Beyond Ex-Gay

Seeking Truth and Closure

By Christine Bakke


It was Feb of 2004, a year since I first began to admit to myself that my sexual orientation hadn't changed in spite of all I'd done to “fix it”. One day I heard yet another quote from an official at Exodus stating that "hundreds of thousands" of people had left homosexuality. I wondered where he had gotten these numbers.

In all my ex-gay history no one ever followed up with me to see if I was still ex-gay. Nor had they with any other ex-gays (or former ex-gays) that I knew. In fact, as far as I knew, the people from the ex-gay program I attended probably assumed I was still on the ex-gay path; I had never told them otherwise.Image of mosaic spiral

About this time a somewhat negative article about the ex-gay group, Where Grace Abounds (WGA), appeared in a local newspaper. I had moved to Denver from California to join an ex-gay ministry and first attended WGA in December 1998. Prompted in part by the article, I decided to attend WGA's regular Thursday night meeting.

Going there felt risky to me. What if I felt sudden doubts about leaving the ex-gay life? Could I have been wrong? Would I feel a longing to go back? I sensed that I was going to turn everything upside-down then shake it all up to see what "stuck"—what was real and true.

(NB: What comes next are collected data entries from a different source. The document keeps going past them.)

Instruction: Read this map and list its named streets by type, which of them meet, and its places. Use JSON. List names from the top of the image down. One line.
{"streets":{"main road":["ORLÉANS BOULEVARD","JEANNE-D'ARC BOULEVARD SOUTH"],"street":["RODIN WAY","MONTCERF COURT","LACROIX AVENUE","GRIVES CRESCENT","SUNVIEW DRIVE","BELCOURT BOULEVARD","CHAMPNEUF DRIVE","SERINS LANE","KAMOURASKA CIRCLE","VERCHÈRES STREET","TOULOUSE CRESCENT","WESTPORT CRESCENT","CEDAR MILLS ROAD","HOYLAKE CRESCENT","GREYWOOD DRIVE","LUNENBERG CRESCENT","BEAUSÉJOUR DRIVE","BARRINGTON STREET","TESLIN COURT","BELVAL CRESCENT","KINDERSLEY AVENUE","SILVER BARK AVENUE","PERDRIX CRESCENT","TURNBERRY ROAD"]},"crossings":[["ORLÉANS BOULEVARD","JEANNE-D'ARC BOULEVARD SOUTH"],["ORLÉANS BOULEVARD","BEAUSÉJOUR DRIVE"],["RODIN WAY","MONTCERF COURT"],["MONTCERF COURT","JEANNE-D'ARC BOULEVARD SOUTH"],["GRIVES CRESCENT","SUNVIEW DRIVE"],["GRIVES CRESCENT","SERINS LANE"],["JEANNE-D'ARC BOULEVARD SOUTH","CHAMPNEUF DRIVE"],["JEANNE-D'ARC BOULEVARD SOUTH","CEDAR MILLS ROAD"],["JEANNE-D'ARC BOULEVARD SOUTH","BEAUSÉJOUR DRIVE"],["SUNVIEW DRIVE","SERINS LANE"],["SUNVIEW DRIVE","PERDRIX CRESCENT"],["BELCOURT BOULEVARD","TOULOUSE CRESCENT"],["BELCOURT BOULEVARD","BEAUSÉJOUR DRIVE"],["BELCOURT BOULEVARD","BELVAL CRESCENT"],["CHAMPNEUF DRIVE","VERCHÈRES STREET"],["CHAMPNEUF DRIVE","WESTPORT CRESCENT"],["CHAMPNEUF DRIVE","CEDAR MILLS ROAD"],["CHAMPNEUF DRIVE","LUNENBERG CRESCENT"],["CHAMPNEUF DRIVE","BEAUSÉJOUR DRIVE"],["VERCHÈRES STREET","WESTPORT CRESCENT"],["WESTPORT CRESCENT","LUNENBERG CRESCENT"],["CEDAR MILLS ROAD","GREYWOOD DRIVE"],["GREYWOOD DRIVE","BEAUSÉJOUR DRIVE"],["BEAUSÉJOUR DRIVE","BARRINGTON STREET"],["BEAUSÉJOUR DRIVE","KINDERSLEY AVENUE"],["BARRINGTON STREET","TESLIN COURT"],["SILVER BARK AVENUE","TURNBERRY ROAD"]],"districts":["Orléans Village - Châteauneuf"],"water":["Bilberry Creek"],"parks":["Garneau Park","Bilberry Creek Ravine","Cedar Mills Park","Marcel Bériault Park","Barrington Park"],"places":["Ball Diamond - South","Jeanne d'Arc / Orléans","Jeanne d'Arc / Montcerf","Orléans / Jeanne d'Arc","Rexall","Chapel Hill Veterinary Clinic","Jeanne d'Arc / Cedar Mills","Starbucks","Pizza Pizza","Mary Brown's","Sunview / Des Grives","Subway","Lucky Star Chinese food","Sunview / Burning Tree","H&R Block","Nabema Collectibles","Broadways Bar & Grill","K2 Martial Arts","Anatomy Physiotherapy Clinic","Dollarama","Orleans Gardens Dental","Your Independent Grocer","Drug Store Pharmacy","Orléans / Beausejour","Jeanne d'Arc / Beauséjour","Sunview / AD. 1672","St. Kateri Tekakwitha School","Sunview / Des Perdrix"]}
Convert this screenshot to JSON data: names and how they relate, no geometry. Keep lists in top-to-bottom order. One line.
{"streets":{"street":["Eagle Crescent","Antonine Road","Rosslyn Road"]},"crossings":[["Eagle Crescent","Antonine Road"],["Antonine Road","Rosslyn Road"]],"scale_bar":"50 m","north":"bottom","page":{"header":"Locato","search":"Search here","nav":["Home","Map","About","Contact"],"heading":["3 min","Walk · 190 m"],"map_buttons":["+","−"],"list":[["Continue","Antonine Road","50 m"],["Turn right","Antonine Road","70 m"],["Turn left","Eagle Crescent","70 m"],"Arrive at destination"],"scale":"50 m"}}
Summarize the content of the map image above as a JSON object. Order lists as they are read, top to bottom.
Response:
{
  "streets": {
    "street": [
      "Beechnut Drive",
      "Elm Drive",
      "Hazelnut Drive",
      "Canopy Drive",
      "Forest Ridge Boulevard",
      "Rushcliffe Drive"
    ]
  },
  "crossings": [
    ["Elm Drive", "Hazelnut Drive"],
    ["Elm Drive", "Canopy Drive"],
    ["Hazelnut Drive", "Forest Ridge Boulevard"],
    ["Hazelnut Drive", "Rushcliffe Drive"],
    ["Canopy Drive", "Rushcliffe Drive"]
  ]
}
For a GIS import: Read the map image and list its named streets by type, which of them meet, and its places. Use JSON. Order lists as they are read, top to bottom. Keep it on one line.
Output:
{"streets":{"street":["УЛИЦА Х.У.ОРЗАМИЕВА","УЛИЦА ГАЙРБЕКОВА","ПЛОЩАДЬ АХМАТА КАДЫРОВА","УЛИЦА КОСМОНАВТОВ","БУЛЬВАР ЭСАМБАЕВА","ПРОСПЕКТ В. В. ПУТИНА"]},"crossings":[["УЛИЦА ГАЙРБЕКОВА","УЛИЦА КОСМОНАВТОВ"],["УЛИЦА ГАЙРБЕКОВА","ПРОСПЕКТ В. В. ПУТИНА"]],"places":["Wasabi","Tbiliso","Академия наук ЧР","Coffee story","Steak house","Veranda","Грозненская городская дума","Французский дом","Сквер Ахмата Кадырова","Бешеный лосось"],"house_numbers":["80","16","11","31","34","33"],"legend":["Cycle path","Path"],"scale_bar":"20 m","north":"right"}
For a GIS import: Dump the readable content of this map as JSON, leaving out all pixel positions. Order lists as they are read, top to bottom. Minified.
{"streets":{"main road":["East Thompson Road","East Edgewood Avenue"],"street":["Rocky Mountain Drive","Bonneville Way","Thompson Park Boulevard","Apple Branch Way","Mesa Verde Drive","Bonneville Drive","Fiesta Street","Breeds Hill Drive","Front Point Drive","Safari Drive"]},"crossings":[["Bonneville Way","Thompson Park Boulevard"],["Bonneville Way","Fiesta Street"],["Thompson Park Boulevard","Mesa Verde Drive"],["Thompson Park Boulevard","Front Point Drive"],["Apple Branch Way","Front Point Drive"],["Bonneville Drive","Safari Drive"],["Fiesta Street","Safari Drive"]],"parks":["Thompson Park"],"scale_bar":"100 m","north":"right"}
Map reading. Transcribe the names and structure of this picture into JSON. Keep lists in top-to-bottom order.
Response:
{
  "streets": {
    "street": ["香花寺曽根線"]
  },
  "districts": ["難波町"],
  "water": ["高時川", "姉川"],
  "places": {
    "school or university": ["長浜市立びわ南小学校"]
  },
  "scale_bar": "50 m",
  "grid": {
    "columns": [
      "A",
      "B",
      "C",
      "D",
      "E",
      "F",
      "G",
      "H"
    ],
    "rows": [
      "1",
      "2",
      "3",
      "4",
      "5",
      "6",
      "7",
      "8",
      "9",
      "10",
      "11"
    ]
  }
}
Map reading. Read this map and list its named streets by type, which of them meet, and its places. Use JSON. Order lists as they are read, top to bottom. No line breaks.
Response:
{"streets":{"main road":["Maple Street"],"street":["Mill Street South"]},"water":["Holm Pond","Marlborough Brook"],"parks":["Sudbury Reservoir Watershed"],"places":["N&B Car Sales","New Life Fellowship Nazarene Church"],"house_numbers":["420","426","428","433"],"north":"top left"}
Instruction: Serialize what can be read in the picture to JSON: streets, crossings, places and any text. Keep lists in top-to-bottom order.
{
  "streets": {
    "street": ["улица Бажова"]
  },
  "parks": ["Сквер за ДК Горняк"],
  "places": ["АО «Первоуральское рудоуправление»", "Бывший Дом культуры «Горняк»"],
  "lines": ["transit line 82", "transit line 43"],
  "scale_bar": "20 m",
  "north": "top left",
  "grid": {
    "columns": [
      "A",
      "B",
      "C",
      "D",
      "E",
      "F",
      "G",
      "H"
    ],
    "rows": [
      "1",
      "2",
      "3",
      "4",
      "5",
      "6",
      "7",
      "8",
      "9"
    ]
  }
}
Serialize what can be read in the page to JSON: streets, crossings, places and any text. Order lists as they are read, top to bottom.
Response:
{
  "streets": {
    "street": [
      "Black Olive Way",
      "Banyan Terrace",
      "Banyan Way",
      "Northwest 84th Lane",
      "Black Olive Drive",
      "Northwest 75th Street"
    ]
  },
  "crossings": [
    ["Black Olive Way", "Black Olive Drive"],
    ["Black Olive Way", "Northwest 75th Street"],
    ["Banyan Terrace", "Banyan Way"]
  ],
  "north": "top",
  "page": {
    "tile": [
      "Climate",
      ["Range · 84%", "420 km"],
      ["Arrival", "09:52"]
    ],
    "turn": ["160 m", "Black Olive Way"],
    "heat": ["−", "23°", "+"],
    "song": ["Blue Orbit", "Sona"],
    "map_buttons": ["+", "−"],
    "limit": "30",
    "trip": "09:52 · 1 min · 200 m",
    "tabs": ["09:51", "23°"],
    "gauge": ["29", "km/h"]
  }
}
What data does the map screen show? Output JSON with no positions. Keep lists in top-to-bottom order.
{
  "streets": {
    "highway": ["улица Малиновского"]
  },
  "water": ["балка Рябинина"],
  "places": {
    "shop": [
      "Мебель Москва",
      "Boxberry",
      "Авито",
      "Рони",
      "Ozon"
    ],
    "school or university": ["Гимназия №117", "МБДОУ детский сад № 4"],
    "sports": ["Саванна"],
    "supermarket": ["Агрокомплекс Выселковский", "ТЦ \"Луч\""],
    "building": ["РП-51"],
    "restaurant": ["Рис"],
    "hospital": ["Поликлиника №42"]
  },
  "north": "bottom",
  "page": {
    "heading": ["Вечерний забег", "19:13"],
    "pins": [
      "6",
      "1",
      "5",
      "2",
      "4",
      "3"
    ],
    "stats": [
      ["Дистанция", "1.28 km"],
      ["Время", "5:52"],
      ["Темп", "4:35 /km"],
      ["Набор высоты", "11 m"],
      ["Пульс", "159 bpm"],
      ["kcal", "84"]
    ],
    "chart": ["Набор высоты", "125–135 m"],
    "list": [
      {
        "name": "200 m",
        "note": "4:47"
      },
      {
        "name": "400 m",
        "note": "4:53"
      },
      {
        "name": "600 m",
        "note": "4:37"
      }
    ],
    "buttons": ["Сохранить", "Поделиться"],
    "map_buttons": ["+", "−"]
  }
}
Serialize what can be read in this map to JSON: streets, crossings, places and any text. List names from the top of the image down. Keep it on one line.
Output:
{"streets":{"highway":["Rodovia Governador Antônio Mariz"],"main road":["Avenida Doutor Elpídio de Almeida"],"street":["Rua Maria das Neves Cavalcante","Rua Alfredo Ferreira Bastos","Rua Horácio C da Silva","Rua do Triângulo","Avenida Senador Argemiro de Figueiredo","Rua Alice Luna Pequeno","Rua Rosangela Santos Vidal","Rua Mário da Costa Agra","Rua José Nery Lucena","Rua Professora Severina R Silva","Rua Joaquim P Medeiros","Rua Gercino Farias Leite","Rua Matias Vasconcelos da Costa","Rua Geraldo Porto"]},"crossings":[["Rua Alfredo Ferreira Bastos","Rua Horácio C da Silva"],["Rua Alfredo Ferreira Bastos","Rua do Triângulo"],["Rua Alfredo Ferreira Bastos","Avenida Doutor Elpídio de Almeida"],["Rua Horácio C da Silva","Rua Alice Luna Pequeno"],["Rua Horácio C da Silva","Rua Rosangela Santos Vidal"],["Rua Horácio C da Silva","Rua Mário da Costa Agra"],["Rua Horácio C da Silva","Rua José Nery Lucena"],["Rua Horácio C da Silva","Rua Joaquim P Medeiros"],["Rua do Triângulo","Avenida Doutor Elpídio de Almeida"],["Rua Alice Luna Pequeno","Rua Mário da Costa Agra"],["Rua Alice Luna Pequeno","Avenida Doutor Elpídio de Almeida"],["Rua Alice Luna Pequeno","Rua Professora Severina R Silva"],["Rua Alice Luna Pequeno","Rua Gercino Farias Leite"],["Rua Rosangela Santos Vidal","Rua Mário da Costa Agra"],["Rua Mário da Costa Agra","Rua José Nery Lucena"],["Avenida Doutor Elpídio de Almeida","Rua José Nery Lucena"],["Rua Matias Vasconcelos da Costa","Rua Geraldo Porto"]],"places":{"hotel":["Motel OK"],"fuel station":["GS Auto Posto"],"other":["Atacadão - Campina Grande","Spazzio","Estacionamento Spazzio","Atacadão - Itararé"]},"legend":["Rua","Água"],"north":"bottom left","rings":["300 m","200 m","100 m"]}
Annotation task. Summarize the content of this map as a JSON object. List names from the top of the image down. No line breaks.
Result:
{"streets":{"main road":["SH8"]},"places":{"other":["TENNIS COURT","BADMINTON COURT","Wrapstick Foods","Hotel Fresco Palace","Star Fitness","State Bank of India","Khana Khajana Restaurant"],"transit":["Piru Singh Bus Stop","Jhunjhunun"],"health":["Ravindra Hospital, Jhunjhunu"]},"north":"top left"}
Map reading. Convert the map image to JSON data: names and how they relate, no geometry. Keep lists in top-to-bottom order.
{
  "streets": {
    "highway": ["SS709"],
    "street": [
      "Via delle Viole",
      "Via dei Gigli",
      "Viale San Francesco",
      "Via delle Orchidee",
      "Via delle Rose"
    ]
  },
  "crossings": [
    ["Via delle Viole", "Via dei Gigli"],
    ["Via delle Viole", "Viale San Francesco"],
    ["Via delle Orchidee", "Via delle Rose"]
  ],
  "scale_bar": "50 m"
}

As I sat in the church basement room with the group, I realized just how distant from this world I had become. Even so, in some ways, I could still identify with the people present that night, the ones seeking truth, seeking clarity, partaking in honest conversations and listening to the lively speaker. All good things, but I no longer believed it would ever change me from gay to straight or that such a change was necessary.

That night, after I got home, I wrote an email to Scott Kingry, a staff member at WGA who I always respected and who I remembered fondly, and we began an e-mail exchange.

In one of my e-mails I wrote: 


I don't really think our viewpoints are mutually exclusive - at least, I hope not. I admit I don't see being gay in and of itself to be a problem, to God (as one sees him or her) or in life. But I strongly believe in inner healing, and I think that often there is not a place for gay people in particular to get inner healing as many don't fit into religious life and feel like inner-healing work is tantamount to trying to be "cured"…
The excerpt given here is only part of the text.